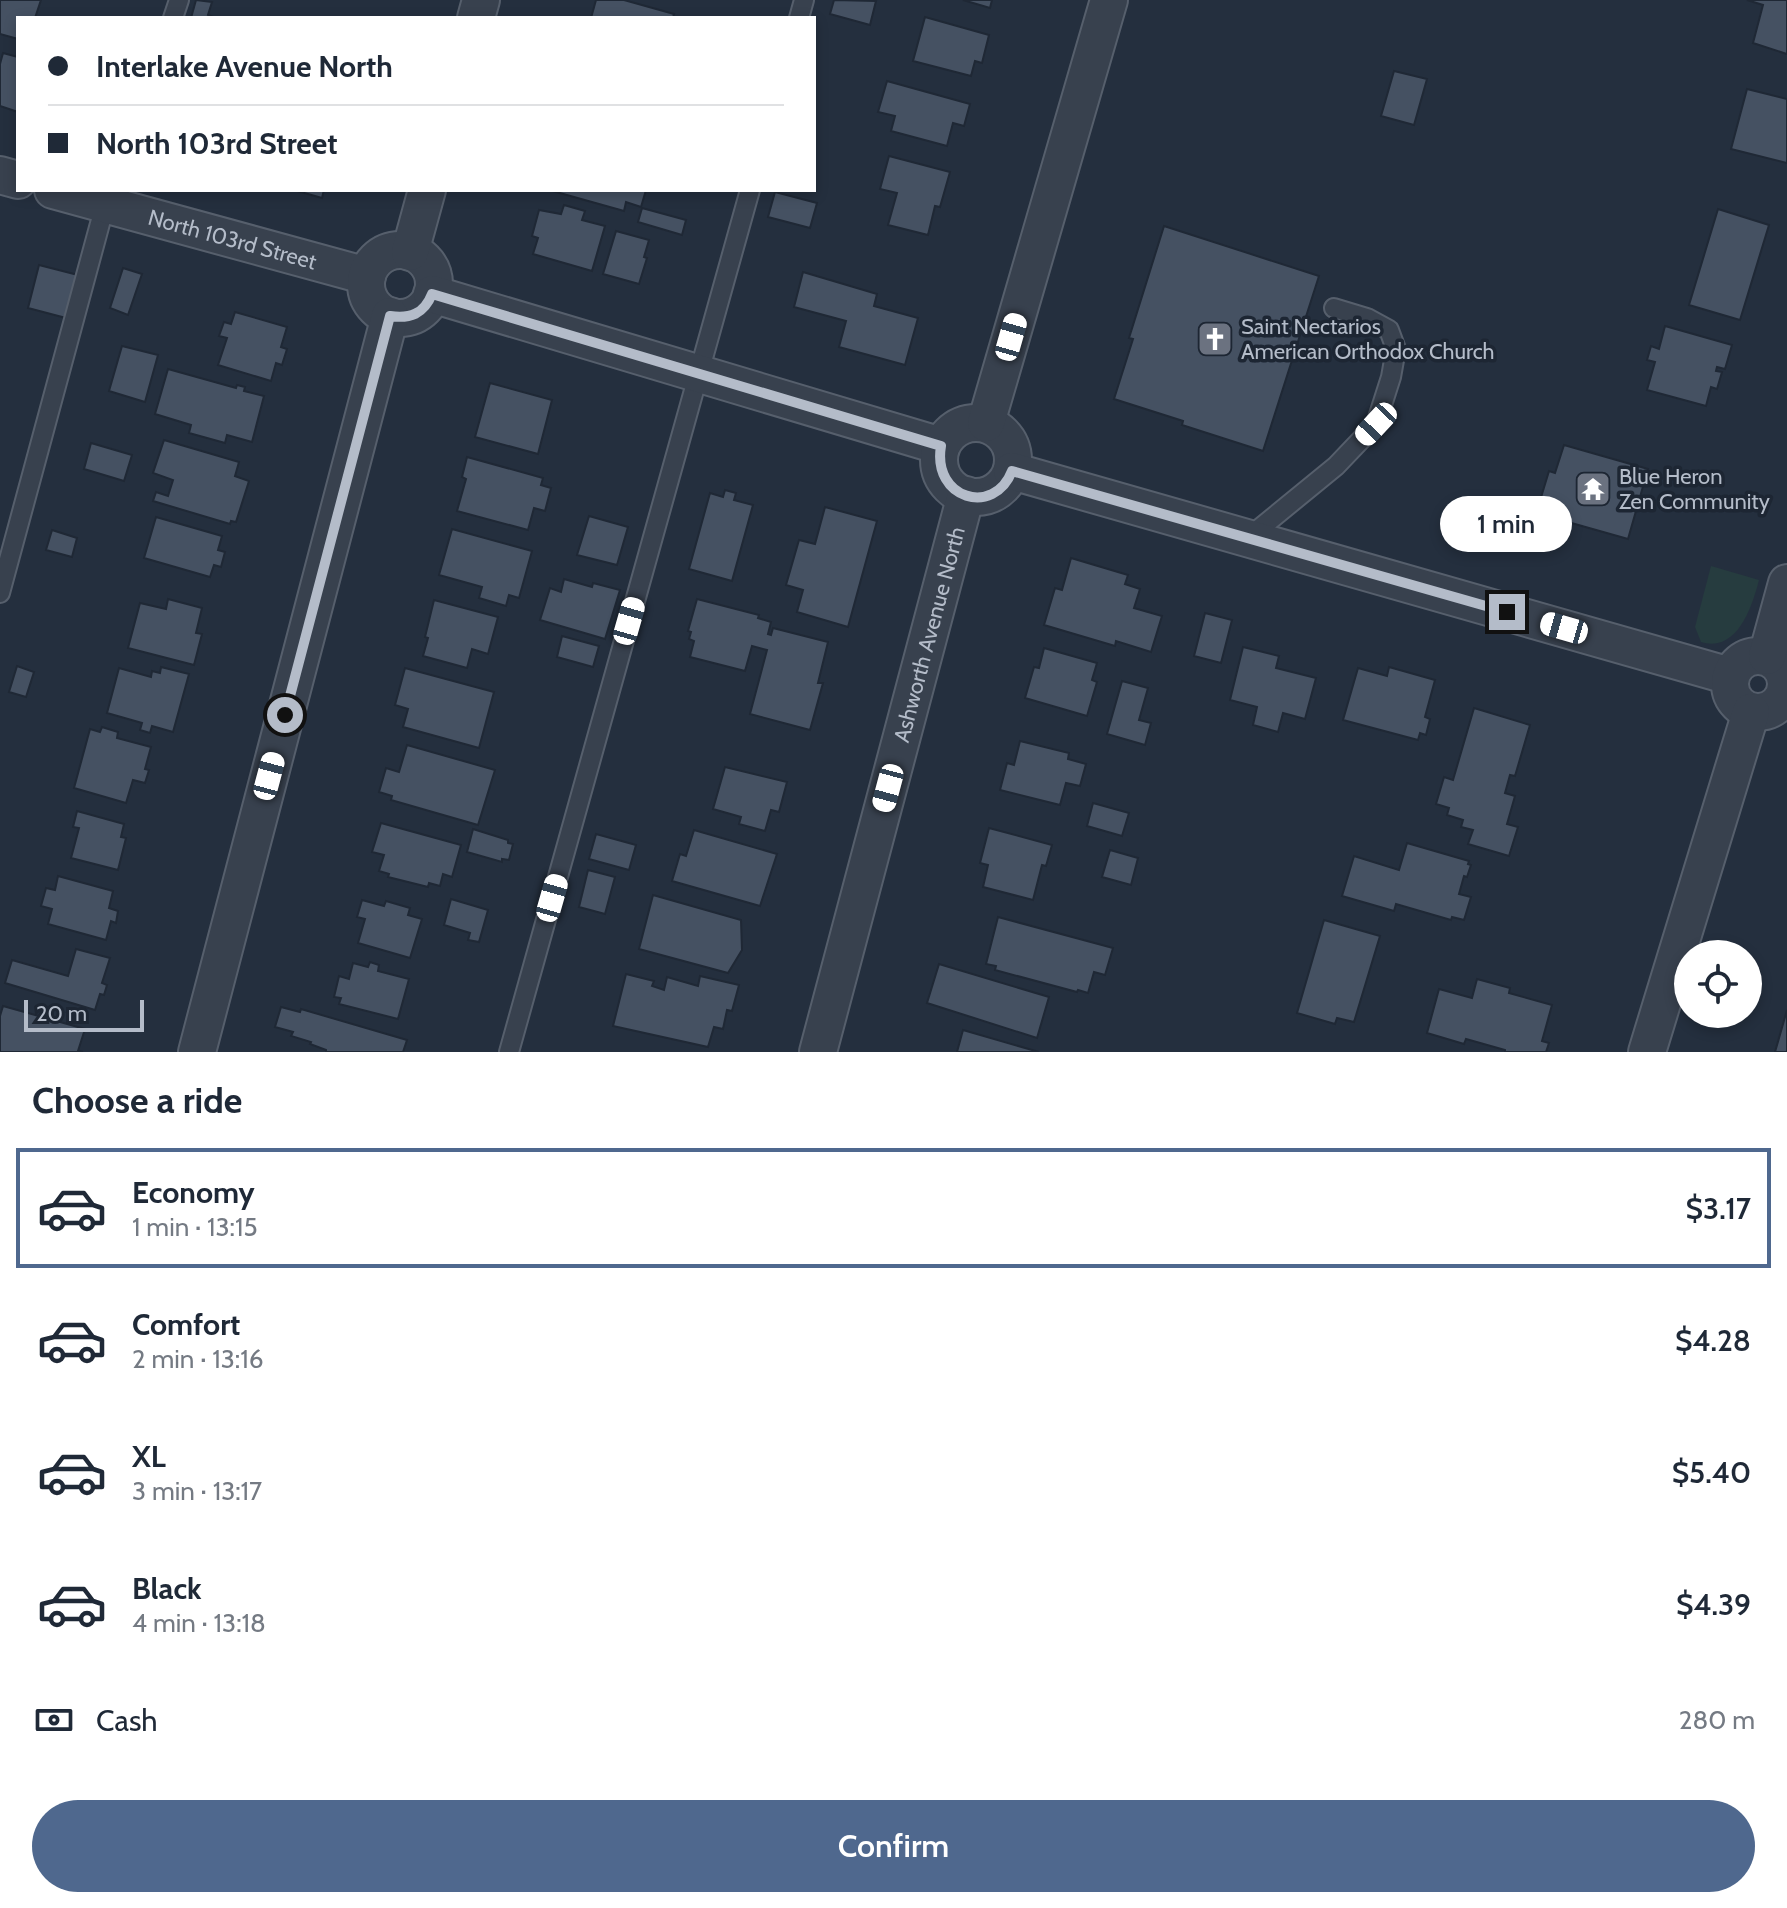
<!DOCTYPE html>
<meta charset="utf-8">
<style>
:root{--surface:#fff;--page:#f6f6f7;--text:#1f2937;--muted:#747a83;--line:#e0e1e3;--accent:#4f688e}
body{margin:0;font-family:Cabin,sans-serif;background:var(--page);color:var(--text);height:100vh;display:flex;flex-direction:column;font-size:30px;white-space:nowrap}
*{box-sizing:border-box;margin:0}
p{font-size:26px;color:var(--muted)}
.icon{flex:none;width:44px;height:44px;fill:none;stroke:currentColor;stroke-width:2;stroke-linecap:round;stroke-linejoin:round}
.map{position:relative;height:1052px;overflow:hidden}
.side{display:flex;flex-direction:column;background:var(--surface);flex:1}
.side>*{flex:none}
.hud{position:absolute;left:16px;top:16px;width:800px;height:176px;border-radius:0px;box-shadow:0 4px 12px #0003;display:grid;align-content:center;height:176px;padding:0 32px;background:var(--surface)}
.controls{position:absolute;left:1674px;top:940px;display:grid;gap:16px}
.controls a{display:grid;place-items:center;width:88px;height:88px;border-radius:50%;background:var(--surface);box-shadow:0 4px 12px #0003;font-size:40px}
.scale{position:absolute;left:24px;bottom:20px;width:120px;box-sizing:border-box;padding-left:8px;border:4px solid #b4bcc9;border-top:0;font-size:22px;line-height:28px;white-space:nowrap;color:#b4bcc9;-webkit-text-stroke:6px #1d2633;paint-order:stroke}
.end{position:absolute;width:36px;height:36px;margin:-18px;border:10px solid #b4bcc9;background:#111;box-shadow:0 0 0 4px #111}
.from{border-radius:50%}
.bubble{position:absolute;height:56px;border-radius:28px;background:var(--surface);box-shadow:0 4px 12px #0003;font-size:26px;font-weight:600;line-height:56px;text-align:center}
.car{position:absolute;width:24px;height:48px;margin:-24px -12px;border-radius:10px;box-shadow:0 0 6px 2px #0007;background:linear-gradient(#fff 24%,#345 0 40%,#fff 0 76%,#345 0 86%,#fff 0)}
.hud b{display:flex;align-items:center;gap:28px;height:76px;font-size:30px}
.hud b+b{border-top:2px solid var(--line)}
.hud i{width:20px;height:20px;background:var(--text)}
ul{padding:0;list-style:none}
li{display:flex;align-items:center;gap:24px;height:120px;margin:0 16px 12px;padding:0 16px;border:4px solid transparent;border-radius:0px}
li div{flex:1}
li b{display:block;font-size:30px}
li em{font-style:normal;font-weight:600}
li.active{border-color:var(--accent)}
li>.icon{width:72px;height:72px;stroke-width:1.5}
h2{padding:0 32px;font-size:36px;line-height:96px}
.pay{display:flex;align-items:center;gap:20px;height:88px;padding:0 32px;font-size:30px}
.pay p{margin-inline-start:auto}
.cta{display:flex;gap:16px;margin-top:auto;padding:16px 32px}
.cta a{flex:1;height:92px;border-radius:48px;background:var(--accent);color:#fff;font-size:32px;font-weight:600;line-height:92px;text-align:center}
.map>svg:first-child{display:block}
.green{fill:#263c3f}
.building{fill:#455162;stroke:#1f2835;stroke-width:2}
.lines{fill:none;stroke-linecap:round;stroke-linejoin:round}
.service-casing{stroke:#565f6c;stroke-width:22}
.minor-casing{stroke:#565f6c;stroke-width:40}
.service{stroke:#38414e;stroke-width:18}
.minor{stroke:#38414e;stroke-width:36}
.route{stroke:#b4bcc9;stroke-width:10}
.labels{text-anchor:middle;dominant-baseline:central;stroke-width:7;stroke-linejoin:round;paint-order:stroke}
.street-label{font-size:22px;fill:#b4bcc9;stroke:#1d2633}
.poi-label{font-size:22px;fill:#b4bcc9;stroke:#1d2633;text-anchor:start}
</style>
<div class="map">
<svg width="1787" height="1052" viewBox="0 0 1787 1052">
<rect width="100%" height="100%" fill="#242f3e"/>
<path class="green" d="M1711 566 1759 580C1752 607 1737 653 1701 642L1695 627Z"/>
<g class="building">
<polygon points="0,0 41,0 35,18 18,18 18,39 0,34"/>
<polygon points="196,0 212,2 208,15 216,18 191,18"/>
<polygon points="596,0 624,0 674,14 673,18 591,18"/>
<polygon points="834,0 876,1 870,25 830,14"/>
<polygon points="963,0 992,0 990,8"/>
<polygon points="1747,0 1787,0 1787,54 1753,43 1763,5"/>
<polygon points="925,17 989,35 982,63 975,61 971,76 913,61"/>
<polygon points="3,53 18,57 18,112 0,106 0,64"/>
<polygon points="1394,71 1427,79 1414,125 1381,116"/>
<polygon points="887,81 970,104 964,126 953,123 947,146 891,131 895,116 878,112"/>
<polygon points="1747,89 1787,99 1787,163 1731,149"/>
<polygon points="889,156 950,172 940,207 935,206 928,235 888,225 897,193 880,189"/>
<polygon points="294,190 324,190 322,198"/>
<polygon points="549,190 646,190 641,207 626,202 624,211"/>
<polygon points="775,192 817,203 810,228 768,217"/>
<polygon points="564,205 585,211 582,220 605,226 592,271 533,254 538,238 532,236 539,210 561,214"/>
<polygon points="642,208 686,220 682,235 638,222"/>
<polygon points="1718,209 1769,225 1740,320 1689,305"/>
<polygon points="1164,226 1319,276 1263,451 1182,425 1183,421 1114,399 1133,339 1129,338"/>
<polygon points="616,231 649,240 644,257 647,258 639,284 603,274"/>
<polygon points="39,265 78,275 66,318 28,308"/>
<polygon points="123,268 142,274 128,315 110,308"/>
<polygon points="803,272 877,294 874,306 918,318 905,365 839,347 846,321 794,307"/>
<polygon points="235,312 287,327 281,347 287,349 282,365 276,363 271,381 218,365 227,338 219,336 224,322 231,324"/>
<polygon points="1665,326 1732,345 1725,369 1717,367 1716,371 1722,372 1717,389 1711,387 1706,406 1647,390 1655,362 1647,360 1651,346 1659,349"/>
<polygon points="122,346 158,355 145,402 109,391"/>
<polygon points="168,369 236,388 237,385 245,387 244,391 264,396 252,442 227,435 225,443 189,433 191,425 155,414"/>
<polygon points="490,383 552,400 538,454 475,437"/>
<polygon points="164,440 239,462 235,476 249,481 236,522 231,521 230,524 153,501 156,492 168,496 173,480 153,473"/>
<polygon points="91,443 132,455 124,481 84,469"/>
<polygon points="1564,445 1648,469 1628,539 1543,515 1546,506 1539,504 1549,471 1555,473"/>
<polygon points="467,457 543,478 541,485 551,488 545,511 534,508 528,530 457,511 466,479 462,477"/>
<polygon points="725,490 736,493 734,500 753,505 732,581 689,569 710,493 723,497"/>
<polygon points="825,507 877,521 848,627 797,612 803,590 786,585 799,540 815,544"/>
<polygon points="589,516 628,527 617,565 577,555"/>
<polygon points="156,517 222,536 218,550 225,552 221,567 214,565 210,577 144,558"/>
<polygon points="1498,519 1517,525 1513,541 1494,535"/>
<polygon points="452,529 532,551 519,598 509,595 506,606 479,598 482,587 439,575"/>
<polygon points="52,530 77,538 72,557 46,550"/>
<polygon points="1071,558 1128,575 1125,584 1140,589 1134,608 1162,616 1151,652 1116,641 1115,646 1044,625 1055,588 1062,590"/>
<polygon points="564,579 592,587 593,583 620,590 605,639 540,620 550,588 561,592"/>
<polygon points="168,599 202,608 196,633 202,634 194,665 128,648 140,603 166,609"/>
<polygon points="697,599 759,615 758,618 771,622 768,634 771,635 773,628 828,642 818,683 823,683 810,730 750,714 767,650 752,646 745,671 690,657 694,641 689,639 691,632 688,631"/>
<polygon points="434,600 498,617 488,654 472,649 467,668 423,656 428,638 425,637"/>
<polygon points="1205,613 1232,620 1221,663 1194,656"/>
<polygon points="562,636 599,646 593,667 557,657"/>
<polygon points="1243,647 1279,656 1276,668 1316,678 1305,719 1283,713 1278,732 1253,725 1257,707 1230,700"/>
<polygon points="1044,648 1097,663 1092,680 1097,682 1087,716 1025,698 1034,667 1039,668"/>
<polygon points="17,666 34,672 26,697 9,692"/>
<polygon points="161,667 189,674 173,732 152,726 150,733 140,730 142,723 107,713 119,668 151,677 152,671 160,673"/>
<polygon points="1389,667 1435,680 1425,717 1430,719 1426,735 1420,733 1418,740 1343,720 1358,668 1387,676"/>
<polygon points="405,668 494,692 479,748 403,727 408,709 395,705"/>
<polygon points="1122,681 1148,688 1139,720 1151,723 1145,745 1107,734"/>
<polygon points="1474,708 1530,725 1515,776 1510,775 1505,793 1515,796 1507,824 1518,827 1509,856 1468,844 1473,830 1461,827 1463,820 1447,815 1449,808 1436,804 1444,777 1453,780"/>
<polygon points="102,727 118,732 117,738 151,747 145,769 149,770 145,783 133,780 126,803 74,788 90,729 100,732"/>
<polygon points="1020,741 1069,753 1068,759 1086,764 1080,786 1066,783 1060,805 1000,790 1007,763 1014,765"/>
<polygon points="407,745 495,770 478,825 391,800 392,796 379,792 386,768 399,772"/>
<polygon points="725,767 787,782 779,812 771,810 765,831 739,824 741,817 713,809"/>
<polygon points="1093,803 1129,813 1122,836 1087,826"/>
<polygon points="77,811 124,824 121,837 126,838 118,870 71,858 79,828 73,827"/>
<polygon points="381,823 461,845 452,877 443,874 440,886 429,883 428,887 388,877 389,874 379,871 384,855 372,852"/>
<polygon points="989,828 1052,845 1046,866 1042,865 1033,900 983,887 988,865 980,863"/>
<polygon points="473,829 508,840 508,843 513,844 509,860 502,859 502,862 467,852"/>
<polygon points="694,830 777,854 760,906 672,881 680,854 686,856"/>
<polygon points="596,834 636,845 629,870 589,859"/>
<polygon points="1407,843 1469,861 1468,864 1471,865 1467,877 1464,876 1459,894 1471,897 1464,920 1452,917 1451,920 1396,904 1394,911 1342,896 1354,856 1399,870"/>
<polygon points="1110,850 1138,858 1131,885 1102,877"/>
<polygon points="588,870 615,877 605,914 579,907"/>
<polygon points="58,876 113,891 109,908 118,911 116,923 111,921 106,940 48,924 52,909 41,906 46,888 55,890"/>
<polygon points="653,895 741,920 742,950 728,973 639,949"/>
<polygon points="451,899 488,910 479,942 468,940 470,933 444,925"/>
<polygon points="362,900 384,906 386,901 410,908 408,915 422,919 410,958 358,943 365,919 357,917"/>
<polygon points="998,917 1113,948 1105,975 1094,972 1088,993 1078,990 1077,992 995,970 996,966 986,964"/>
<polygon points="1324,920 1380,936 1354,1022 1337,1018 1335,1024 1297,1013"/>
<polygon points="76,949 110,958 102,983 107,985 104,995 100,994 95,1010 5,983 12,960 68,976"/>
<polygon points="370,962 379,965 378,971 409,979 398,1019 339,1004 341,998 334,997 339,976 349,979 353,963 368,967"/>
<polygon points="939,964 1049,997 1037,1038 927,1003"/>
<polygon points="626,974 654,981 652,986 664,990 667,977 698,986 700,976 739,985 732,1011 727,1010 723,1029 714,1027 708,1047 613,1026"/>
<polygon points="1477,979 1510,988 1509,993 1552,1005 1542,1041 1549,1043 1546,1052 1505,1052 1505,1050 1466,1039 1464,1044 1427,1033 1439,989 1472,998"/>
<polygon points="3,1006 85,1029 78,1051 83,1052 0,1052 0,1016"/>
<polygon points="281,1007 300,1012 301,1009 407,1040 403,1052 326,1052 326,1050 310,1044 311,1042 291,1036 293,1032 275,1027"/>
<polygon points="1787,1010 1787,1052 1775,1052"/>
<polygon points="963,1030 1039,1052 957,1052"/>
</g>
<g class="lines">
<defs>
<g id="service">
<polyline points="173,18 179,0"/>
<polyline points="799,18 804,0"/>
<polyline points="1248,538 1336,466 1376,424 1391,377 1396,349 1389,330 1367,318 1334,308"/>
<polyline points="0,593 105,205"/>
<polyline points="509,1052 750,190"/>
</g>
<g id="minor">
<polyline points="476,18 481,0"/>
<polyline points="0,175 18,180"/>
<path id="s1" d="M53 190 367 276"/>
<circle cx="400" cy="284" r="34"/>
<polyline points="410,252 427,190"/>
<polyline points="432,294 941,446"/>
<circle cx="976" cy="460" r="37"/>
<polyline points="986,423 1109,0"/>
<polyline points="1012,471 1730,676"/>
<circle cx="1758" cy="684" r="28"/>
<polyline points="1767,656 1787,583"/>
<polyline points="197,1052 390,316"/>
<path id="s2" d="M818 1052 966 495"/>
<polyline points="1647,1052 1751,712"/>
</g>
</defs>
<use href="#service" class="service-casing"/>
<use href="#minor" class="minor-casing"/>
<use href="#service" class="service"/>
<use href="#minor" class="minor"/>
</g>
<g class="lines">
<path class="route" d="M285 715 390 316C410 319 424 314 432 294L941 446C932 499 994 517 1012 471L1507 612"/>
</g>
<defs>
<symbol id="church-square" viewBox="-11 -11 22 22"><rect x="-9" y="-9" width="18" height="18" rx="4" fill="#6b7280" stroke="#1d2633"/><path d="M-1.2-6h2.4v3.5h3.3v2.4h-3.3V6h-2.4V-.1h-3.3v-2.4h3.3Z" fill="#fff"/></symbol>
<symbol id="temple-square" viewBox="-11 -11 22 22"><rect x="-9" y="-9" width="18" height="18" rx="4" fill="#6b7280" stroke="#1d2633"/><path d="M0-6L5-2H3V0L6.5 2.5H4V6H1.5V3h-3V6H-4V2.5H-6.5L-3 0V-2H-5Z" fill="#fff"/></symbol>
</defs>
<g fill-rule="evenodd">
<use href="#church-square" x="1195" y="319" width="40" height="40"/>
<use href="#temple-square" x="1573" y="469" width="40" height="40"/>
</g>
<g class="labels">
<g class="street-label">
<text stroke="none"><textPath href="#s1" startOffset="186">North 103rd Street</textPath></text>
<text stroke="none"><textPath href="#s2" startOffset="432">Ashworth Avenue North</textPath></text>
</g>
<g class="poi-label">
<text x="1241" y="326">Saint Nectarios<tspan x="1241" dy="25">American Orthodox Church</tspan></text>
<text x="1619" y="476">Blue Heron<tspan x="1619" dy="25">Zen Community</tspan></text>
</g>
</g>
</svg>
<div class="controls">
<a><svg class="icon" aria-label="locate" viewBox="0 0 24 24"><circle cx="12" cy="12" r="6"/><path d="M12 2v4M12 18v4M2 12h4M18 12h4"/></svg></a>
</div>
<div class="scale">20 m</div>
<i class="end from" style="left:285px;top:715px"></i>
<i class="end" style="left:1507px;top:612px"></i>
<div class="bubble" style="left:1440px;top:496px;width:132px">1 min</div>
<i class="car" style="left:1011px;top:337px;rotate:16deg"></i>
<i class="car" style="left:1376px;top:424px;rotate:223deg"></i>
<i class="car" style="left:629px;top:621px;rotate:16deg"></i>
<i class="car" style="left:1564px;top:628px;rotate:286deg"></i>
<i class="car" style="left:269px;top:776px;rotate:15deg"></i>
<i class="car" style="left:888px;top:788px;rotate:195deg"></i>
<i class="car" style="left:552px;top:898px;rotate:16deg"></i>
<div class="hud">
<b><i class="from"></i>Interlake Avenue North</b>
<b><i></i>North 103rd Street</b>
</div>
</div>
<section class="side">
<h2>Choose a ride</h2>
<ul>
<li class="active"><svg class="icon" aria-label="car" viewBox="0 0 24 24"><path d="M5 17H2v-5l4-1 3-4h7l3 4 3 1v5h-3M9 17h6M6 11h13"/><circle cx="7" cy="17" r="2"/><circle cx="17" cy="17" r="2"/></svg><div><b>Economy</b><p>1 min · 13:15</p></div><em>$3.17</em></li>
<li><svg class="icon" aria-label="car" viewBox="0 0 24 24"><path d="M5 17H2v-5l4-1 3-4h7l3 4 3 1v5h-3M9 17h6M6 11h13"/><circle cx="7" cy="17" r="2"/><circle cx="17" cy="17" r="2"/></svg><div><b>Comfort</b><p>2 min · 13:16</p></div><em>$4.28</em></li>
<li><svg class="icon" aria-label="car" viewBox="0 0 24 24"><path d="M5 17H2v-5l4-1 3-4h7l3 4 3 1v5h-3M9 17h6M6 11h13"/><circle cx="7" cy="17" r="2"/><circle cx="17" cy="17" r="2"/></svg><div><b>XL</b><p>3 min · 13:17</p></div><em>$5.40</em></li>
<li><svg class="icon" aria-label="car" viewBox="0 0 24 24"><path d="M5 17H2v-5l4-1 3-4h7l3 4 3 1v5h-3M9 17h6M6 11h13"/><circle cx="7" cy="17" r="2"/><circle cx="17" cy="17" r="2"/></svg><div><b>Black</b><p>4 min · 13:18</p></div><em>$4.39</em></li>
</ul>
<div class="pay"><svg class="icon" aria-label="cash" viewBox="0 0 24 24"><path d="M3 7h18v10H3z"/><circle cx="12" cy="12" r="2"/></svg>Cash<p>280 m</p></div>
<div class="cta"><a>Confirm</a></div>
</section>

EXERCISE INSTRUCTIONS:
When a line in the material contains the string "bubble", copy that line.

REPLY TO THE TASK:
.bubble{position:absolute;height:56px;border-radius:28px;background:var(--surface);box-shadow:0 4px 12px #0003;font-size:26px;font-weight:600;line-height:56px;text-align:center}
<div class="bubble" style="left:1440px;top:496px;width:132px">1 min</div>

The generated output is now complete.